» Work required
Copy each line of the records exactly, stopping only after the line that contains "1px #8ca08d) drop-shadow(0" has been written, and leave pictures out.

(Material provided begins)

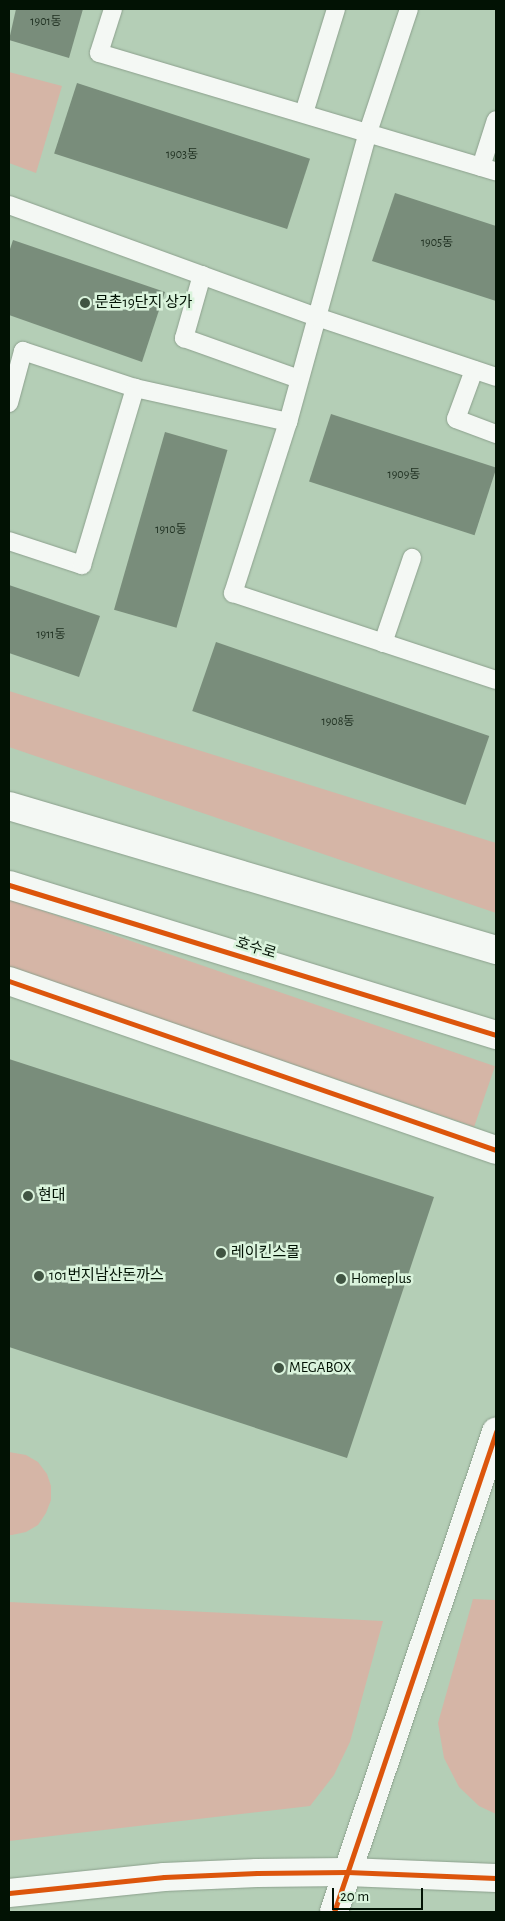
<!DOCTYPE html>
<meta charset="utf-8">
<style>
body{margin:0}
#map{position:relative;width:505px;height:1921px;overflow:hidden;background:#b4ceb6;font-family:"Alegreya Sans","Noto Sans KR",sans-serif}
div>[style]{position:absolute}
.green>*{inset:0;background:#d5b5a6;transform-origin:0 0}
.building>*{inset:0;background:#798d7b;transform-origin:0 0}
.roads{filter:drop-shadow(0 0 1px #8ca08d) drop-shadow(0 0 1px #8ca08d)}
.lane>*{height:18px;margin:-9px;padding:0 9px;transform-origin:9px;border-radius:9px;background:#f4f8f4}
.street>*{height:28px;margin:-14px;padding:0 14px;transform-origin:14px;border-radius:14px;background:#f4f8f4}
.primary>*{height:28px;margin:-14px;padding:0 14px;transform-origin:14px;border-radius:14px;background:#f4f8f4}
.cycleway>*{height:5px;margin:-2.5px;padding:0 2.5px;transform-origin:2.5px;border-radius:2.5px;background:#dc550c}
.dots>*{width:14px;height:14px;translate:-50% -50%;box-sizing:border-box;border:2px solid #daf3dc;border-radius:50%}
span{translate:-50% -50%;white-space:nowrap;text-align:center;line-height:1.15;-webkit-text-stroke:5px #daf3dc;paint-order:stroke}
.number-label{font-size:12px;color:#203122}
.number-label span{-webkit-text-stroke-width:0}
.poi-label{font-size:15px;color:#021204}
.left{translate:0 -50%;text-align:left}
.street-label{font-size:15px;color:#021204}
.frame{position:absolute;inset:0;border:10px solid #021204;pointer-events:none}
.scale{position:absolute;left:332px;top:1888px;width:91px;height:22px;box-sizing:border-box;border:2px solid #021204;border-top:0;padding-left:6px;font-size:15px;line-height:18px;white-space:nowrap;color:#021204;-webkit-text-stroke:4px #daf3dc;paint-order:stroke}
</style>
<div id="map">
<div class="green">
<div style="clip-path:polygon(9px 72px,62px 86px,36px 173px,9px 163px)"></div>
<div style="clip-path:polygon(9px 691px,496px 843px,496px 913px,9px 747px)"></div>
<div style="left:9px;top:899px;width:514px;height:64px;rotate:19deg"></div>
<div style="clip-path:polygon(9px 1452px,26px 1455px,38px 1462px,47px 1474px,51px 1486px,51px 1500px,46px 1513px,38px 1525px,26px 1532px,12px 1535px,9px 1535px)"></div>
<div style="clip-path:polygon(473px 1599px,496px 1600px,496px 1814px,479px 1806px,459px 1787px,444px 1758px,438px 1723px)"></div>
<div style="clip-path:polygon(9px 1602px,383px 1621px,350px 1742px,334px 1775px,310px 1806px,9px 1841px)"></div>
</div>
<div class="building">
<div style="clip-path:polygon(16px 9px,83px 9px,69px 58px,9px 40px)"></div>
<div style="left:77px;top:83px;width:245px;height:74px;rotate:18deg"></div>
<div style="clip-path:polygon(395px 193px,496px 226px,496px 301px,372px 261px)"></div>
<div style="clip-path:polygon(13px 240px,165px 292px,142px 362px,9px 315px,9px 252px)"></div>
<div style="left:331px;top:414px;width:174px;height:71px;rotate:18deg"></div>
<div style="left:165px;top:432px;width:65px;height:185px;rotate:16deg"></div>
<div style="clip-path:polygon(9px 585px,100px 616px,79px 677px,9px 653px)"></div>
<div style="left:216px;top:642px;width:289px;height:73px;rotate:19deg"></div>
<div style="clip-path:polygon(9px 1059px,434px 1197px,347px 1458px,9px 1347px)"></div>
</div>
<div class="roads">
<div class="lane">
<div style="left:113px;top:9px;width:46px;rotate:107.7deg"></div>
<div style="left:99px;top:53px;width:414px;rotate:16.6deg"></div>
<div style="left:409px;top:9px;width:130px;rotate:108.4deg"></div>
<div style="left:368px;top:132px;width:301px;rotate:105.4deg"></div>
<div style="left:288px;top:422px;width:180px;rotate:107.8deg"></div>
<div style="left:233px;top:593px;width:277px;rotate:18.3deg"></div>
<div style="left:304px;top:113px;width:109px;rotate:-72.9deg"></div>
<div style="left:481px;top:167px;width:49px;rotate:-72.3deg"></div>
<div style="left:9px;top:205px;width:328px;rotate:20deg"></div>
<div style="left:317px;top:317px;width:189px;rotate:18.5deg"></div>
<div style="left:202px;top:275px;width:66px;rotate:105.9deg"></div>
<div style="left:184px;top:338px;width:122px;rotate:19.6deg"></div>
<div style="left:474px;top:370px;width:52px;rotate:110.2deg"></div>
<div style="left:456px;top:419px;width:43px;rotate:20.6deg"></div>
<div style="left:9px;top:403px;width:54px;rotate:-74.9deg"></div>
<div style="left:23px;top:351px;width:118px;rotate:18.3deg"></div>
<div style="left:135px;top:388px;width:157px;rotate:12.5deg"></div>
<div style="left:9px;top:541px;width:77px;rotate:18.2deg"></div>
<div style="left:82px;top:565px;width:185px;rotate:-73.3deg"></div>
<div style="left:383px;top:643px;width:90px;rotate:-71.2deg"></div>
</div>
<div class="street">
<div style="left:9px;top:981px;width:515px;rotate:19.14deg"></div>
<div style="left:9px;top:1893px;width:156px;rotate:-5.9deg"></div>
<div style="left:164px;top:1877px;width:93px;rotate:-2.5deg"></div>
<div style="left:257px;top:1873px;width:90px;rotate:-0.6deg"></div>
<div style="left:347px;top:1872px;width:149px;rotate:2.3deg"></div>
<div style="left:334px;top:1912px;width:507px;rotate:-71.35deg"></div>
</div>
<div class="primary">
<div style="left:9px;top:806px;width:508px;rotate:16.47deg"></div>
<div style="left:9px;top:885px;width:510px;rotate:17.12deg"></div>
</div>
</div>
<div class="cycleway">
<div style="left:9px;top:885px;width:510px;rotate:17.12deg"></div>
<div style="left:9px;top:981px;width:515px;rotate:19.14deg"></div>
<div style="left:9px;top:1893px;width:156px;rotate:-5.9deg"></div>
<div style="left:164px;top:1877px;width:93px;rotate:-2.5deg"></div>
<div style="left:257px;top:1873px;width:90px;rotate:-0.6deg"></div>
<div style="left:347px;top:1872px;width:149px;rotate:2.3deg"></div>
<div style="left:334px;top:1912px;width:507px;rotate:-71.35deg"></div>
</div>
<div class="dots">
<div style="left:85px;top:303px;background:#405442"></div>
<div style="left:28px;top:1196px;background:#405442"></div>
<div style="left:221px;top:1253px;background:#405442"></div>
<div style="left:39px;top:1276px;background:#405442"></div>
<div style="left:341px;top:1279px;background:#405442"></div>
<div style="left:279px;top:1368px;background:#405442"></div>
</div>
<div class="number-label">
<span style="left:46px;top:22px">1901동</span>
<span style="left:182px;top:155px">1903동</span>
<span style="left:437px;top:243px">1905동</span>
<span style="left:404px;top:475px">1909동</span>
<span style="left:171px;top:530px">1910동</span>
<span style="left:51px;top:635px">1911동</span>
<span style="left:338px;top:722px">1908동</span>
</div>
<div class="poi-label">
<span class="left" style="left:95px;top:303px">문촌19단지 상가</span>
<span class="left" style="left:38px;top:1196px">현대</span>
<span class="left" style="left:231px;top:1253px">레이킨스몰</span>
<span class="left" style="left:49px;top:1276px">101번지남산돈까스</span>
<span class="left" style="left:351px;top:1279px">Homeplus</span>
<span class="left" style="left:289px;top:1368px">MEGABOX</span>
</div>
<div class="street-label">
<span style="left:256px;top:948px;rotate:17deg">호수로</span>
</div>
<div class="frame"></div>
<div class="scale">20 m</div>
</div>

(Material provided ends)

» Answer to this task
<!DOCTYPE html>
<meta charset="utf-8">
<style>
body{margin:0}
#map{position:relative;width:505px;height:1921px;overflow:hidden;background:#b4ceb6;font-family:"Alegreya Sans","Noto Sans KR",sans-serif}
div>[style]{position:absolute}
.green>*{inset:0;background:#d5b5a6;transform-origin:0 0}
.building>*{inset:0;background:#798d7b;transform-origin:0 0}
.roads{filter:drop-shadow(0 0 1px #8ca08d) drop-shadow(0 0 1px #8ca08d)}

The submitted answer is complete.